Hello,
I'm trying to get mpiexec running on my site (LAL). I've managed to get
it compiled and running, but the simpliest hello world job returns
incorrect output. The process just prints the process' rank and the
total number of processes. For mpirun I get:
Hello world! from processor 4 out of 5
Hello world! from processor 2 out of 5
Hello world! from processor 3 out of 5
Hello world! from processor 1 out of 5
Hello world! from processor 0 out of 5
Where as for mpiexec I get:
Hello world! from processor 0 out of 1
Hello world! from processor 0 out of 1
Hello world! from processor 0 out of 1
Hello world! from processor 0 out of 1
Hello world! from processor 0 out of 1
The current number, but not the correct information. If I use mpiexec
with the verbose flag it does seem to be connecting to and starting the
processes on the correct machines. Any help with this would be
appreciated.
Cal
P.S.
Both MPICH and mpiexec were compiled without shared memory
communications on SMP nodes.
The code for the job is:
/* hello.c
*
* Simple "Hello World" program in MPI.
*
*/
#include "mpi.h"
#include <stdio.h>
int main(int argc, char *argv[])
{
int numprocs; /* Number of processors */
int procnum; /* Processor number */
/* Initialize MPI */
MPI_Init(&argc, &argv);
/* Find this processor number */
MPI_Comm_rank(MPI_COMM_WORLD, &procnum);
/* Find the number of processors */
MPI_Comm_size(MPI_COMM_WORLD, &numprocs);
printf ("Hello world! from processor %d out of %d\n", procnum, numprocs);
/* Shut down MPI */
MPI_Finalize();
return 0;
}
The mpiexec verbose output is:
resolve_exe: prefixing dot to executable: "./MPItest"
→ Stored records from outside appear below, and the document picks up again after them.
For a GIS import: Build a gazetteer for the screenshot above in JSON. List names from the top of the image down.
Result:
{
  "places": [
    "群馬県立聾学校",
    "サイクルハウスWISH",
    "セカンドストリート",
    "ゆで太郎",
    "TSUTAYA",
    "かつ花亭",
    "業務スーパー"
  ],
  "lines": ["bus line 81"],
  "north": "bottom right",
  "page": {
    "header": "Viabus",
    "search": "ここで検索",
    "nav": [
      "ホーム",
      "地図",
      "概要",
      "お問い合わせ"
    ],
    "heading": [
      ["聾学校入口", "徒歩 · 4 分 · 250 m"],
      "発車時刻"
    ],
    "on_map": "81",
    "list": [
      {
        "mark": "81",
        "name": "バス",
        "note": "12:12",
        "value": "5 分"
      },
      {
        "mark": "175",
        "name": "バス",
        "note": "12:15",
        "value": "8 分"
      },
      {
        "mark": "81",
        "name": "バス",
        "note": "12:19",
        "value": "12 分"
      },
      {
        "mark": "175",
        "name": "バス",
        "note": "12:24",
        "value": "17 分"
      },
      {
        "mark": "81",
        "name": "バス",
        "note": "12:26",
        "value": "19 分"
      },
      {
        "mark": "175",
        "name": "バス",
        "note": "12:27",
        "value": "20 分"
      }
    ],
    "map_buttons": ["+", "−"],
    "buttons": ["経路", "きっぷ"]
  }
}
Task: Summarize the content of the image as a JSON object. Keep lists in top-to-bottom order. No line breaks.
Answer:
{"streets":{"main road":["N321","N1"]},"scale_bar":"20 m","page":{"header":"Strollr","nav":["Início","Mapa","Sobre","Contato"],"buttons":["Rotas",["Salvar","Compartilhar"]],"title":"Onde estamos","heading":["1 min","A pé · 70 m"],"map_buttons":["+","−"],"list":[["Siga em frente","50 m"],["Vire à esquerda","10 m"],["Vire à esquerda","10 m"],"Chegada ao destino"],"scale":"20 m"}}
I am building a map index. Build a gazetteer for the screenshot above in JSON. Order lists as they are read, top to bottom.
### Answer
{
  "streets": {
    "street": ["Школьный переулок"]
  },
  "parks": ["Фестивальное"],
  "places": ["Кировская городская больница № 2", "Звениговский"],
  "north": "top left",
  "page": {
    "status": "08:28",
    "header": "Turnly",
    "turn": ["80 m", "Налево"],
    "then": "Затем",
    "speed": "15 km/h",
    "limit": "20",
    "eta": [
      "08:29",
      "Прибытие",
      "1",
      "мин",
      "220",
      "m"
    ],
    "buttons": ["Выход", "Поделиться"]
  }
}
node 0: name = grid18.lal.in2p3.fr, mpname = grid18.lal.in2p3.fr, cpu = 1
node 1: name = grid18.lal.in2p3.fr, mpname = grid18.lal.in2p3.fr, cpu = 0
node 2: name = grid17.lal.in2p3.fr, mpname = grid17.lal.in2p3.fr, cpu = 1
node 3: name = grid17.lal.in2p3.fr, mpname = grid17.lal.in2p3.fr, cpu = 0
node 4: name = grid16.lal.in2p3.fr, mpname = grid16.lal.in2p3.fr, cpu = 0
Hello world! from processor 0 out of 1
Hello world! from processor 0 out of 1
Hello world! from processor 0 out of 1
Hello world! from processor 0 out of 1
Hello world! from processor 0 out of 1
wait_one_task_start: evt = 2, task 0 host grid18.lal.in2p3.fr
wait_one_task_start: evt = 3, task 1 host grid18.lal.in2p3.fr
wait_one_task_start: evt = 4, task 2 host grid17.lal.in2p3.fr
wait_one_task_start: evt = 5, task 3 host grid17.lal.in2p3.fr
wait_one_task_start: evt = 6, task 4 host grid16.lal.in2p3.fr
All 5 tasks started.
read_gm_startup_ports: waiting for info
wait_tasks: waiting for grid18.lal.in2p3.fr/1 grid18.lal.in2p3.fr/0
grid17.lal.in2p3.fr/1 grid17.lal.in2p3.fr/0 grid16.lal.in2p3.fr/0
wait_tasks: numspawned = 5, got evt 7 for tid 2 host grid18.lal.in2p3.fr
status 0
wait_tasks: waiting for grid18.lal.in2p3.fr/0 grid17.lal.in2p3.fr/1
grid17.lal.in2p3.fr/0 grid16.lal.in2p3.fr/0
wait_tasks: numspawned = 4, got evt 8 for tid 3 host grid18.lal.in2p3.fr
status 0
wait_tasks: waiting for grid17.lal.in2p3.fr/1 grid17.lal.in2p3.fr/0
grid16.lal.in2p3.fr/0
wait_tasks: numspawned = 3, got evt 9 for tid 4 host grid17.lal.in2p3.fr
status 0
wait_tasks: waiting for grid17.lal.in2p3.fr/0 grid16.lal.in2p3.fr/0
wait_tasks: numspawned = 2, got evt 10 for tid 5 host
grid17.lal.in2p3.fr status 0
wait_tasks: waiting for grid16.lal.in2p3.fr/0
wait_tasks: numspawned = 1, got evt 11 for tid 6 host
grid16.lal.in2p3.fr status 0
|